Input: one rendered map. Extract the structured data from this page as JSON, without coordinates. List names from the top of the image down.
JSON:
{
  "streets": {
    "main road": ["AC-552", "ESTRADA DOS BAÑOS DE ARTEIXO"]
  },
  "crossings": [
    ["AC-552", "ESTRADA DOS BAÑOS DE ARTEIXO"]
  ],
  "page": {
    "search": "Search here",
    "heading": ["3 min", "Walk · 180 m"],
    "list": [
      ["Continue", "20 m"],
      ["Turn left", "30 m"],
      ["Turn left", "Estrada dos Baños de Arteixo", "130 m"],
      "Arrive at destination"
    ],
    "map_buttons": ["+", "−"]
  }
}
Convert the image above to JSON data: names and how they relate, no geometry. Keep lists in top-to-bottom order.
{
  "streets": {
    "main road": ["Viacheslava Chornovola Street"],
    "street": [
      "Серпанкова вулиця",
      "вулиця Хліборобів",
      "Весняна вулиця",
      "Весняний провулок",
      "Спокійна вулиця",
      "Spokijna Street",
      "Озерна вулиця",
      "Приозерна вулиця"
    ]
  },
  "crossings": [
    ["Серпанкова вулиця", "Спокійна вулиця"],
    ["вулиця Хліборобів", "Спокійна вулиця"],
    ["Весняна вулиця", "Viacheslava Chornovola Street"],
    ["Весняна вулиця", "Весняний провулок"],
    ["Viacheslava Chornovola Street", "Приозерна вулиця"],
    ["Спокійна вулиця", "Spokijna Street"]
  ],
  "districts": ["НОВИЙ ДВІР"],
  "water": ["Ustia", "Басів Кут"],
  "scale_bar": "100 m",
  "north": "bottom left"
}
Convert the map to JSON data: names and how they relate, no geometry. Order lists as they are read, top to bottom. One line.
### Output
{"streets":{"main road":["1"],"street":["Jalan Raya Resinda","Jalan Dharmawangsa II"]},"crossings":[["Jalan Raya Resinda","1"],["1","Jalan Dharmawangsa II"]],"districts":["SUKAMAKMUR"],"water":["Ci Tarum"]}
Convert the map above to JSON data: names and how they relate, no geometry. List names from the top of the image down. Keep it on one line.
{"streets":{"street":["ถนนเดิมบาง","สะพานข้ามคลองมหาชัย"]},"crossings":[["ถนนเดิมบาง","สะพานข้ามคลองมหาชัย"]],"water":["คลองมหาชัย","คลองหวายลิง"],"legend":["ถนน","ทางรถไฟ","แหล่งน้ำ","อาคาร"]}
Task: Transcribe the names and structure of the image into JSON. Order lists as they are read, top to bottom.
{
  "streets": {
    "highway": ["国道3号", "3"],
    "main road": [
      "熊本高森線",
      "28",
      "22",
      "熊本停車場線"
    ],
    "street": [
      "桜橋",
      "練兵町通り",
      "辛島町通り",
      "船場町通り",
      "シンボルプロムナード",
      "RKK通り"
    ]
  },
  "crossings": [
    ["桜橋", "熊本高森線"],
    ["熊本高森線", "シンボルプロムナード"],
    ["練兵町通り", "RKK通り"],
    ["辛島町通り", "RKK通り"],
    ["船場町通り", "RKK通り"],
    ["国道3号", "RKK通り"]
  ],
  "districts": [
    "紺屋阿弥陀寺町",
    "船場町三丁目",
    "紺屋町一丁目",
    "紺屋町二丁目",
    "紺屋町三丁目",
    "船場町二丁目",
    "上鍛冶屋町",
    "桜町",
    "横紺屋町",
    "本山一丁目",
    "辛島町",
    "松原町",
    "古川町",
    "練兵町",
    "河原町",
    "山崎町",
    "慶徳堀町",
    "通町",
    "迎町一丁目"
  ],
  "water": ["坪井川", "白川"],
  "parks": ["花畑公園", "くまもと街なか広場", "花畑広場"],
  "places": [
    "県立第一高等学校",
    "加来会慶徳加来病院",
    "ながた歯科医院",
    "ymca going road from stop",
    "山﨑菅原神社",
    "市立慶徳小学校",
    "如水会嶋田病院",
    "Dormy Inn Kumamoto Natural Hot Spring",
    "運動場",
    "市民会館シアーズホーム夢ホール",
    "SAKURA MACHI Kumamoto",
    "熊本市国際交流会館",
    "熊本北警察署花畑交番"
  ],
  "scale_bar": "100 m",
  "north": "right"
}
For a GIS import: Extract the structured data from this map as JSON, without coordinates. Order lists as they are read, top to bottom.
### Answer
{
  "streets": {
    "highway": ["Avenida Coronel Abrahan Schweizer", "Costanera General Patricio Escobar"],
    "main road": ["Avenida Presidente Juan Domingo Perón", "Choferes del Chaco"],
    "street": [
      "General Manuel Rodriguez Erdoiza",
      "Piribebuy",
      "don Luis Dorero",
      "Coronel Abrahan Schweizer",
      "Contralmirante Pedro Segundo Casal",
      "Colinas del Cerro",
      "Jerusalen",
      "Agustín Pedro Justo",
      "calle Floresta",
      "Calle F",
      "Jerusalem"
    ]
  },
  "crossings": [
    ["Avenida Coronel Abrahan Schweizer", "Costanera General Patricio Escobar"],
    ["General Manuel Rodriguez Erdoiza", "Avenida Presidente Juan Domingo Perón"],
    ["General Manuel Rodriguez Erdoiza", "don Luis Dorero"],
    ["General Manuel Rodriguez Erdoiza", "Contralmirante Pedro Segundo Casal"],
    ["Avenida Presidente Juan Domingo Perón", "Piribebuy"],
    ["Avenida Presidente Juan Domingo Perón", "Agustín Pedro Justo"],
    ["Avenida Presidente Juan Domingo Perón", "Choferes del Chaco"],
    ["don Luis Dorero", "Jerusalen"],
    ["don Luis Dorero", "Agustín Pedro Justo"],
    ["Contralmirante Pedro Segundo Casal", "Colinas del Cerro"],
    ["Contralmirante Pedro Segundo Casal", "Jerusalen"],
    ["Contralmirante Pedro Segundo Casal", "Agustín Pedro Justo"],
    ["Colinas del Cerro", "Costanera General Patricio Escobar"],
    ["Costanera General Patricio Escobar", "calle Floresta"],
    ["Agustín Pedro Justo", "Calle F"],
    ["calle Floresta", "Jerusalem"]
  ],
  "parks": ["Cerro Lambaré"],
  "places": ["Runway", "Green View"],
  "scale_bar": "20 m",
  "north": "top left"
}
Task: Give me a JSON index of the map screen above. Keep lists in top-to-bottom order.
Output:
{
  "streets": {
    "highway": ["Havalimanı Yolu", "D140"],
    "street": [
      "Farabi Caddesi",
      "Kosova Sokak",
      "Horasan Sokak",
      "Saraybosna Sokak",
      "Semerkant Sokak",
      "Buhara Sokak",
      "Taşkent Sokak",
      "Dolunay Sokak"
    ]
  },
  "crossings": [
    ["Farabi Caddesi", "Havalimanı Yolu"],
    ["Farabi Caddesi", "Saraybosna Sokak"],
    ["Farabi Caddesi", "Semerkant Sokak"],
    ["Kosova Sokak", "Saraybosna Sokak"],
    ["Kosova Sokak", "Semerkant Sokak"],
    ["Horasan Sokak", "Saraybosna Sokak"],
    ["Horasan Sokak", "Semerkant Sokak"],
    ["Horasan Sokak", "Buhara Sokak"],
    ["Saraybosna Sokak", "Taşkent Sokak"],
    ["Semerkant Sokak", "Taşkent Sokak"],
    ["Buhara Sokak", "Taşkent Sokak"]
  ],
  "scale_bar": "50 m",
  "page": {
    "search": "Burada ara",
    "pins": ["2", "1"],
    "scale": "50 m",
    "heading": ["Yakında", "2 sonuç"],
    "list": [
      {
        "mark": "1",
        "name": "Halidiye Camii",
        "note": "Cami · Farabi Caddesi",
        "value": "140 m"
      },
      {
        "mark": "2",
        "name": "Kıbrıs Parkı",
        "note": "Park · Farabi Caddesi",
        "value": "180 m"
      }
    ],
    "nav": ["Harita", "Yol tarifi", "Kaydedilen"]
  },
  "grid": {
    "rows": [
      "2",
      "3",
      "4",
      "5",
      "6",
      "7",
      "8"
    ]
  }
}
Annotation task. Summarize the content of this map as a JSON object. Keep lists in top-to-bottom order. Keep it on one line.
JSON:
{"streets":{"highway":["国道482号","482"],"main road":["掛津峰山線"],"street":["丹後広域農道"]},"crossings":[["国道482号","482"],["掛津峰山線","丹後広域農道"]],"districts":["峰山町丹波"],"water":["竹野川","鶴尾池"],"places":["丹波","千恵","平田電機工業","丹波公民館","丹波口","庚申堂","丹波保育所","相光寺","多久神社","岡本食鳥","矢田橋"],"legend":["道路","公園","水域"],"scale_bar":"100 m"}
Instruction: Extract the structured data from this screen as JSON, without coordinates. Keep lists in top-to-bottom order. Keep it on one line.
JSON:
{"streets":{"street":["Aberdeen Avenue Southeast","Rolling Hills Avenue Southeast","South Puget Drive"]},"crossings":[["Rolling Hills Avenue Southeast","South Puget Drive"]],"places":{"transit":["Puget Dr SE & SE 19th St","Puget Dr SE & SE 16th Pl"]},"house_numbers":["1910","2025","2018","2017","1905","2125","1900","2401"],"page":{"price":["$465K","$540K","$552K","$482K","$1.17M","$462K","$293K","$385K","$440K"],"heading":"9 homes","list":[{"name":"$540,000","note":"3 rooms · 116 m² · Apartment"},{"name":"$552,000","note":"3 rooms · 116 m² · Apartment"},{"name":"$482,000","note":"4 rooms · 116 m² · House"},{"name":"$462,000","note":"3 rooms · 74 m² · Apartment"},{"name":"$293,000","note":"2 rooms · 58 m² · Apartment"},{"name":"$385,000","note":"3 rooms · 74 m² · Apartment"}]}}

+===+

* [What you need to do]:
Each line of the listing above that includes the word "Manuel" should be copied.

* [Answer for this exercise]:
      "General Manuel Rodriguez Erdoiza",
    ["General Manuel Rodriguez Erdoiza", "Avenida Presidente Juan Domingo Perón"],
    ["General Manuel Rodriguez Erdoiza", "don Luis Dorero"],
    ["General Manuel Rodriguez Erdoiza", "Contralmirante Pedro Segundo Casal"],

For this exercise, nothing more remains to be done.